* [Exercise]
Leave every picture out, and retype all the remaining records exactly.

[Collected data]
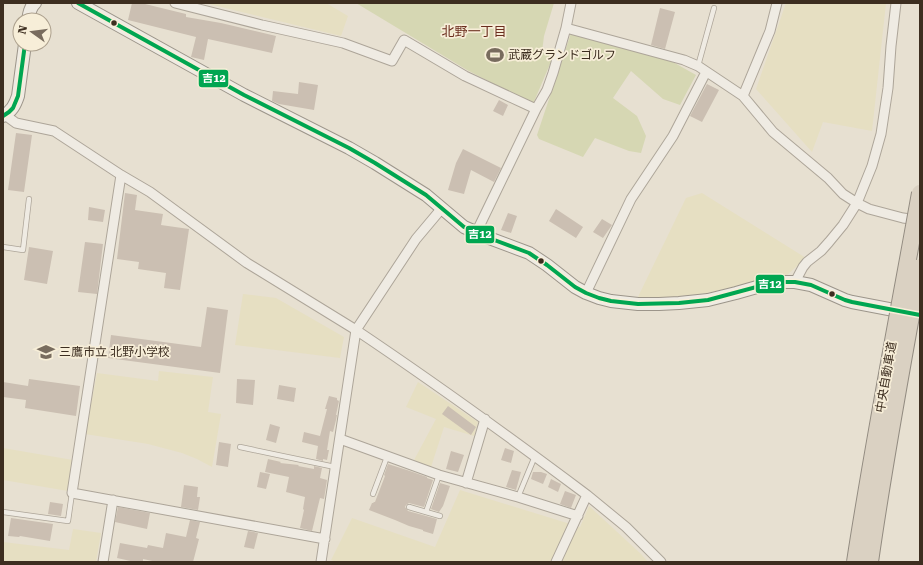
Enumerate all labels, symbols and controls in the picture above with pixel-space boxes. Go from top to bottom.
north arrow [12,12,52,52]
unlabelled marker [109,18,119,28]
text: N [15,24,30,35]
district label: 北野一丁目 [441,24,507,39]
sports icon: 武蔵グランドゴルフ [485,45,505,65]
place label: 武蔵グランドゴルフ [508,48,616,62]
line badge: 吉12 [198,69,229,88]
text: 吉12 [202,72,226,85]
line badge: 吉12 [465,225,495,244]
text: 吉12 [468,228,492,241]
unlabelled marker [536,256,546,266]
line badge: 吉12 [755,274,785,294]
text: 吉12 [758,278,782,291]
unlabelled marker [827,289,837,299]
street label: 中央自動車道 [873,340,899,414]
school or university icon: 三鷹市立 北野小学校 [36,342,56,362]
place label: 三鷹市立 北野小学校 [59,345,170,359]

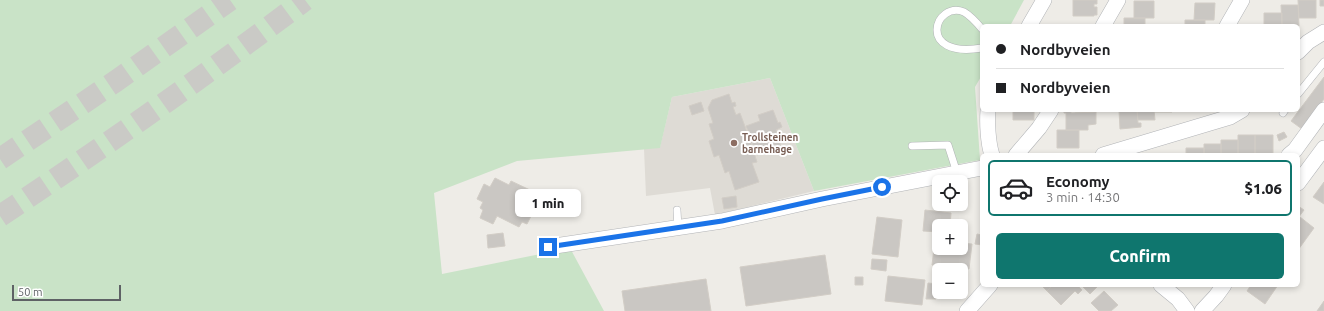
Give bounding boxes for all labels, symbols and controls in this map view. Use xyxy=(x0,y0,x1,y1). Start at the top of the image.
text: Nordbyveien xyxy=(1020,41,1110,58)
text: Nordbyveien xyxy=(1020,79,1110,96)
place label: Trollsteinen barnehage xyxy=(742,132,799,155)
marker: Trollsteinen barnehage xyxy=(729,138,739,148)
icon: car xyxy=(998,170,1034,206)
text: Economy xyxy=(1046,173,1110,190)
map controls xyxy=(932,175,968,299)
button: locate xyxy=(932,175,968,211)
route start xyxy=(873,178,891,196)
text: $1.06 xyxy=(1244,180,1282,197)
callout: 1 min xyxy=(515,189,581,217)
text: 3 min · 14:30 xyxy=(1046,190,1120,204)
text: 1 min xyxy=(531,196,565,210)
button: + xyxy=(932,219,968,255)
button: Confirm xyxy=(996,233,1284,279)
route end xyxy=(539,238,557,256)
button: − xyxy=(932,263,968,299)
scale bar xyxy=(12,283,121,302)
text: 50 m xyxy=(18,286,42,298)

* [Problem solution]
Enumerate all labels, symbols and controls in the picture above with pixel-space boxes. Go from top to bottom.
north arrow [12,12,52,52]
unlabelled marker [109,18,119,28]
text: N [15,24,30,35]
district label: 北野一丁目 [441,24,507,39]
sports icon: 武蔵グランドゴルフ [485,45,505,65]
place label: 武蔵グランドゴルフ [508,48,616,62]
line badge: 吉12 [198,69,229,88]
text: 吉12 [202,72,226,85]
line badge: 吉12 [465,225,495,244]
text: 吉12 [468,228,492,241]
unlabelled marker [536,256,546,266]
line badge: 吉12 [755,274,785,294]
text: 吉12 [758,278,782,291]
unlabelled marker [827,289,837,299]
street label: 中央自動車道 [873,340,899,414]
school or university icon: 三鷹市立 北野小学校 [36,342,56,362]
place label: 三鷹市立 北野小学校 [59,345,170,359]

Give bounding boxes for all labels, symbols and controls in this map view. Use xyxy=(x0,y0,x1,y1). Start at the top of the image.
text: Nordbyveien xyxy=(1020,41,1110,58)
text: Nordbyveien xyxy=(1020,79,1110,96)
place label: Trollsteinen barnehage xyxy=(742,132,799,155)
marker: Trollsteinen barnehage xyxy=(729,138,739,148)
icon: car xyxy=(998,170,1034,206)
text: Economy xyxy=(1046,173,1110,190)
map controls xyxy=(932,175,968,299)
button: locate xyxy=(932,175,968,211)
route start xyxy=(873,178,891,196)
text: $1.06 xyxy=(1244,180,1282,197)
callout: 1 min xyxy=(515,189,581,217)
text: 3 min · 14:30 xyxy=(1046,190,1120,204)
text: 1 min xyxy=(531,196,565,210)
button: + xyxy=(932,219,968,255)
button: Confirm xyxy=(996,233,1284,279)
route end xyxy=(539,238,557,256)
button: − xyxy=(932,263,968,299)
scale bar xyxy=(12,283,121,302)
text: 50 m xyxy=(18,286,42,298)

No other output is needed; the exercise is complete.